I’m usually a skeptic of such meme-y Facebook statuses, but people gathering around books that meant something to them melted even my cold heart. So I asked the Facebook Data Science team if this status had gotten “big” enough to attract their attention, and what they had seen in it.
They replied with something I wasn’t expecting: a list of the 20 books most cited by Facebook users who participated in the game.
In a new blog post, they’ve released that list (it’s also below) and some of their methodology. The data science team analyzed more than 130,000 statuses, stripped them of their identifying information and looked for common strings—that is, shared snippets of text and title—and ranked them by popularity.
The final list is an interesting, somewhat intuitive list of of titles. There’s some fantasy on it, some contemporary fiction, some classics. It’s also also steeped in books that Americans typically encounter during adolescence, whether as a traditional school assignment (The Great Gatsby) or on their own, as a “young adult” novel (Harry Potter, etc.). Even before “young adult” literature was a thing, books were shaping young adults.
Without further ado, here is that list, along with the percentage of statuses that each title appeared in:
- The Harry Potter series, J.K. Rowling (appeared in 21.08 percent of all statuses)
- To Kill a Mockingbird, Harper Lee (14.48 percent)
- The Lord of the Rings series, J.R.R. Tolkien (13.86 percent)

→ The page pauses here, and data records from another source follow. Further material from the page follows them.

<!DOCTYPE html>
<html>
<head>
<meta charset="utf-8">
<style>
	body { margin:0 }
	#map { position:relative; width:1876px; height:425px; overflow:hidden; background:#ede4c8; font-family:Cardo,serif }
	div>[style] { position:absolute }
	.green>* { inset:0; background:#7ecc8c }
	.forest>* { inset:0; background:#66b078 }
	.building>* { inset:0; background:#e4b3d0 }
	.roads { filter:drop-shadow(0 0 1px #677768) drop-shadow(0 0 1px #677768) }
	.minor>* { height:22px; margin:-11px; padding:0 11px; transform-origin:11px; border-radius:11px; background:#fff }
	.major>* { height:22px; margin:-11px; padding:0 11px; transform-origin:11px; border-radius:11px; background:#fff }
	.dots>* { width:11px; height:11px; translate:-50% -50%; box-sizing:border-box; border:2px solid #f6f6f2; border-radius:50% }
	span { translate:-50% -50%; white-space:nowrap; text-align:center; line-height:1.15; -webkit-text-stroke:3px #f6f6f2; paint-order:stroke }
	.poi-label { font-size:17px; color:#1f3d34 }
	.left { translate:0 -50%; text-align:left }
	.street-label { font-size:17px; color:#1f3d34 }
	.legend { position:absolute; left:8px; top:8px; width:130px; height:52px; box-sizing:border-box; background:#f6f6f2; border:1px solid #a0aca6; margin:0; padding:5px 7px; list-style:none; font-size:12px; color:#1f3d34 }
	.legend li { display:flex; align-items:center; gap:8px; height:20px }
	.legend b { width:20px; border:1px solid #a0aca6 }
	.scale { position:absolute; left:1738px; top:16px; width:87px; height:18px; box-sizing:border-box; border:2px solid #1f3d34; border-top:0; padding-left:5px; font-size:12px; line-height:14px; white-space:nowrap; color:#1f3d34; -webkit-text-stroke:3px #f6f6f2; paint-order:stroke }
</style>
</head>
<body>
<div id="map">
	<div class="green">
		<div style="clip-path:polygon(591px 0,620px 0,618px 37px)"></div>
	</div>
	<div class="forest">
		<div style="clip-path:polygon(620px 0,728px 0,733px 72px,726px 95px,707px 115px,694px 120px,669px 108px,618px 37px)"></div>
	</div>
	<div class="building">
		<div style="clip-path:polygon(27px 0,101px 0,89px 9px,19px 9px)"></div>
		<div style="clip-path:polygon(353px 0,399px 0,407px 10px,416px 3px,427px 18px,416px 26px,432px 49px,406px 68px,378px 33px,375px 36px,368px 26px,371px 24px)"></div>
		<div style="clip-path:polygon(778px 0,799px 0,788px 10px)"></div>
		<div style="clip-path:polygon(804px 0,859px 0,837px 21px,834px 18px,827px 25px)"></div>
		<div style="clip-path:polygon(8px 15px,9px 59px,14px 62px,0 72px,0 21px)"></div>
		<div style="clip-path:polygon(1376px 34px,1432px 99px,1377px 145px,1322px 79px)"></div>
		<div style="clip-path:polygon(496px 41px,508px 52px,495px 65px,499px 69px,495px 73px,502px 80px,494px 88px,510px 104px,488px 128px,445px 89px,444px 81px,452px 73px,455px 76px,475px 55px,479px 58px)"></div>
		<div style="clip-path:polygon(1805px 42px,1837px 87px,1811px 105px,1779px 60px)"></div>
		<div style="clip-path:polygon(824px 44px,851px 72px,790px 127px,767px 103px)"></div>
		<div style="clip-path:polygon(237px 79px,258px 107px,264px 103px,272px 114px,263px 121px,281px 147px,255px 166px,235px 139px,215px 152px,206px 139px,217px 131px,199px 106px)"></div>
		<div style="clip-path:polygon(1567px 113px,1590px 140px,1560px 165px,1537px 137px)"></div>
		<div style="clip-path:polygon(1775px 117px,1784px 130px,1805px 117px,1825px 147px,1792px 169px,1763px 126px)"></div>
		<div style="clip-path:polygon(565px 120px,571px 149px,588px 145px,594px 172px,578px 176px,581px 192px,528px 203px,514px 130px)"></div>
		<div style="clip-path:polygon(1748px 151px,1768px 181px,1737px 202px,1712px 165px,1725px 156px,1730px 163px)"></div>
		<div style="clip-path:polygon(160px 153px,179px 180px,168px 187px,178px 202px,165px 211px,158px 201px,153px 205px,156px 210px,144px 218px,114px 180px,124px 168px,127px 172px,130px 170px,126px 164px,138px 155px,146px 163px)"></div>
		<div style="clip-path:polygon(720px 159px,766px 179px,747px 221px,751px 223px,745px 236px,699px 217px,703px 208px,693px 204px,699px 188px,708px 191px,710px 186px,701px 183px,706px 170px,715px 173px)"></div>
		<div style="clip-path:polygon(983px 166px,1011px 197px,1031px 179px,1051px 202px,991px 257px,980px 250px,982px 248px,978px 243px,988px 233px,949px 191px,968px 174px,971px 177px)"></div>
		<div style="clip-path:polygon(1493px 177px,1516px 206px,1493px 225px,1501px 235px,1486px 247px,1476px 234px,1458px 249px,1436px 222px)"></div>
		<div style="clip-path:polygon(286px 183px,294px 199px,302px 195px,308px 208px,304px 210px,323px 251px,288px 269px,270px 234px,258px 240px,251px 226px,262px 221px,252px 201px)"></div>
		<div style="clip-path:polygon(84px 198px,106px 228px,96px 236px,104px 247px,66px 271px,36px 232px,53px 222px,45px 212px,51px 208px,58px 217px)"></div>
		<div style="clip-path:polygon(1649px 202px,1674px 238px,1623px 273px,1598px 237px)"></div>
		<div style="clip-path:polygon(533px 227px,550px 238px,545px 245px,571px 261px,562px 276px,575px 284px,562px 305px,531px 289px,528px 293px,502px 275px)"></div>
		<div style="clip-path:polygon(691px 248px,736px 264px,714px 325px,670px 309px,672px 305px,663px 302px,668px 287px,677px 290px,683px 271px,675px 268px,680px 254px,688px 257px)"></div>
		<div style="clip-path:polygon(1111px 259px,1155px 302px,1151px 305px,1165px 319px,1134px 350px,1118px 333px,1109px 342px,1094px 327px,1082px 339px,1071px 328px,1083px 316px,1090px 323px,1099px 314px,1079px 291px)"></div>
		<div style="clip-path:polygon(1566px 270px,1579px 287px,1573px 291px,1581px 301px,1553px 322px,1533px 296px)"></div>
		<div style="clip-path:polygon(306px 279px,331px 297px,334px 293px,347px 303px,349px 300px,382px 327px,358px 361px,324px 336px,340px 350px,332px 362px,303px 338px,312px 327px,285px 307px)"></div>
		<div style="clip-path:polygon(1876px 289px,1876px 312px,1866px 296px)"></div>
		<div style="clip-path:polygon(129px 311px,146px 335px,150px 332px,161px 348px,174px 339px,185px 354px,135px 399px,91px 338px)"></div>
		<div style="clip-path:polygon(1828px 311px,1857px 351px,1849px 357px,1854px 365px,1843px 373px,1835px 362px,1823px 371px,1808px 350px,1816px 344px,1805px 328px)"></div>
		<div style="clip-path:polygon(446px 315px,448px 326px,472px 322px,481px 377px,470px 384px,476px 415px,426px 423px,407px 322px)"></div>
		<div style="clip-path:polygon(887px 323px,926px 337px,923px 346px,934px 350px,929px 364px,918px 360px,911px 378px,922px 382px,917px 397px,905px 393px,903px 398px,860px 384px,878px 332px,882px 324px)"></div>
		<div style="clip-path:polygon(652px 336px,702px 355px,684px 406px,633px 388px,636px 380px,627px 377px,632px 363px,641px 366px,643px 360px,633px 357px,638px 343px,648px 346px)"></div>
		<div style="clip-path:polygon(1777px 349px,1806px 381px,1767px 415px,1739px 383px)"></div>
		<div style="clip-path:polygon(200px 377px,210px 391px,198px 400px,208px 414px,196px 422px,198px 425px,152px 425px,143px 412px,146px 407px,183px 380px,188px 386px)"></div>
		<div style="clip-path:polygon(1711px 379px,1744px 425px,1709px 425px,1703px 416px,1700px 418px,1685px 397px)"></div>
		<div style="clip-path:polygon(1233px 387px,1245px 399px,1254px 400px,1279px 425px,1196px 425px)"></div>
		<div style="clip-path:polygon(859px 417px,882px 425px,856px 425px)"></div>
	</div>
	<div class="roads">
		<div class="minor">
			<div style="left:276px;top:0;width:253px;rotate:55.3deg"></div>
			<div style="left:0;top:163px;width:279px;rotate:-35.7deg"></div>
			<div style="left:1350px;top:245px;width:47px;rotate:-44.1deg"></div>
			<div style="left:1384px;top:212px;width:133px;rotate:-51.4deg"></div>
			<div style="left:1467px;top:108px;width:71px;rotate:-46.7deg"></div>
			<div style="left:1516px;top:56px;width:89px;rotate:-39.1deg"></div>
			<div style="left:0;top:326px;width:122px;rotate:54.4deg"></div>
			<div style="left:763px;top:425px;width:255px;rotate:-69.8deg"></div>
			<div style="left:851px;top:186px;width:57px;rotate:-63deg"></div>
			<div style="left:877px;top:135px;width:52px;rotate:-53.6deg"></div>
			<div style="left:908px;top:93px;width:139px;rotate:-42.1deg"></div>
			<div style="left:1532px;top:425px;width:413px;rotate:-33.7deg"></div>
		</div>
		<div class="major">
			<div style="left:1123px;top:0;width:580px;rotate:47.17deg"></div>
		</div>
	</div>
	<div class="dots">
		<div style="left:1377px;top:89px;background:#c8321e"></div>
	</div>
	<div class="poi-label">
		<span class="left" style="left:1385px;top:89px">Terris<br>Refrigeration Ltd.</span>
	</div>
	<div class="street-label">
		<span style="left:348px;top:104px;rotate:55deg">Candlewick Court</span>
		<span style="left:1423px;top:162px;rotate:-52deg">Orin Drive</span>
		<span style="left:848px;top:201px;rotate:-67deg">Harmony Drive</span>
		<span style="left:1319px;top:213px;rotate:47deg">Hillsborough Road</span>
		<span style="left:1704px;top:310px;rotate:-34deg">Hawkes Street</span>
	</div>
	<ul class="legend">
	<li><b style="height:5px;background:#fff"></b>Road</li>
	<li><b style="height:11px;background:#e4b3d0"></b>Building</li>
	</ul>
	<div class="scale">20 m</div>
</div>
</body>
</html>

- The Hobbit, J.R.R. Tolkien (7.48 percent)
- Pride and Prejudice, Jane Austen (7.28 percent)
- The Holy Bible (7.21 percent)
- The Hitchhiker's Guide to the Galaxy, Douglas Adams (5.97 percent)
- The Hunger Games Trilogy, Suzanne Collins (5.82 percent)
- Catcher in the Rye, J.D. Salinger (5.70 percent)
- The Great Gatsby, F. Scott Fitzgerald (5.61 percent)
- 1984, George Orwell (5.37 percent)
- Little Women, Louisa May Alcott (5.26 percent)
- Jane Eyre, Charlotte Bronte (5.23 percent)
- The Stand, Stephen King (5.11 percent)
- Gone with the Wind, Margaret Mitchell (4.95 percent)
- A Wrinkle in Time, Madeleine L'Engle (4.38 percent)
- The Handmaid’s Tale, Margaret Atwood (4.27 percent)
- The Lion, the Witch, and the Wardrobe, C.S. Lewis (4.05 percent)
- The Alchemist, Paulo Coelho (4.01 percent)
- Anne of Green Gables, L.M. Montgomery (3.95 percent)
Whose taste are we seeing here? Of the hundred-thousand English-speaking users sampled, women outnumbered men more than three to one. Sixty-three percent of the participants live in the United States, 9.3 percent live in India, and 6.3 percent live in the United Kingdom. And the average age of participants was 37.
(This final fact surprised me: Thirty-seven seemed a little old for such Potter reverence. This means that Harry Potter and the Sorcerer’s Stone would have come out in the U.S. when the average answerer was 21. So my completely unscientific analysis of the data is that, while it may not be on many Gen-X lists, Harry Potter sits pretty on 21 percent of all lists with lock-step Millennial support and a Boomer parental assist. Perhaps those two groups even dominate the status-writers: We only know 37 is the mean, not the median.)
Facebook’s team also graphed the data as a network. They write:
One can also look at connections between the books, e.g. ‘people who listed X also listed Y’, using pointwise mutual information. In the network visualization, each node represents a book, sized by the frequency with which it was mentioned, as an edge represents an usual number of co-occurrences of the two books in the lists.
Here is that graph:
You can click on the map for a higher level of detail. One thing that strikes me about it is how genres appear to clump: Up at the top, you have a high fantasy cluster; to the left, European classics like Shakespeare; at the right, American classics like East of Eden.
Another fun feature of that map: People who loved Persuasion, Emma, and Jane Eyre also love Princess Bride. Mawwiage!
* * *
These are the books people confess to loving. But are they also the books people put their buck behind?
I turned to another online data source: Amazon’s list of its top-selling books of the two-thousand-aughts—the Books of the Decade—can give us a clue. While imperfect, it gives us a different window into literary taste from the same period.
On Amazon’s list, as on Facebook’s, Harry Potter reigns supreme, filling four of the top 10 slots. But Amazon accounts for an entire genre which Facebook users seemingly neglected to mention. Readers may want to know Who Moved My Cheese, or make the leap from Good to Great, but all that cheddar transportation doesn’t stick with them.
Break out just the fiction from Amazon’s list, then, and you get:
- The Harry Potter series, J.K. Rowling
- The Shack, WM. Paul Young.
- The Twilight series, Stephenie Meyer
- The Da Vinci Code, Dan Brown
- The Lost Symbol, Dan Brown
- The Kite Runner, Khaled Hosseini
- A Thousand Splendid Suns, Khaled Hosseini
- Oh, the Places You’ll Go!, Dr. Seuss
- Where the Wild Things Are, Maurice Sendak
- Goodnight, Moon, Margaret Wise Brown
Some familiar titles follow: The Help, Water for Elephants, and the complete boxed set of The Chronicles of Narnia. That said, this is a fairly different list from Facebook’s, with absent-on-Facebook Twilight making a strong showing. You can chalk this up to the older age of the average respondent—or to the fact that Twilight, while popular, failed to “stick with” its readers.
As a devout Millennial, I choose of course to believe the latter option.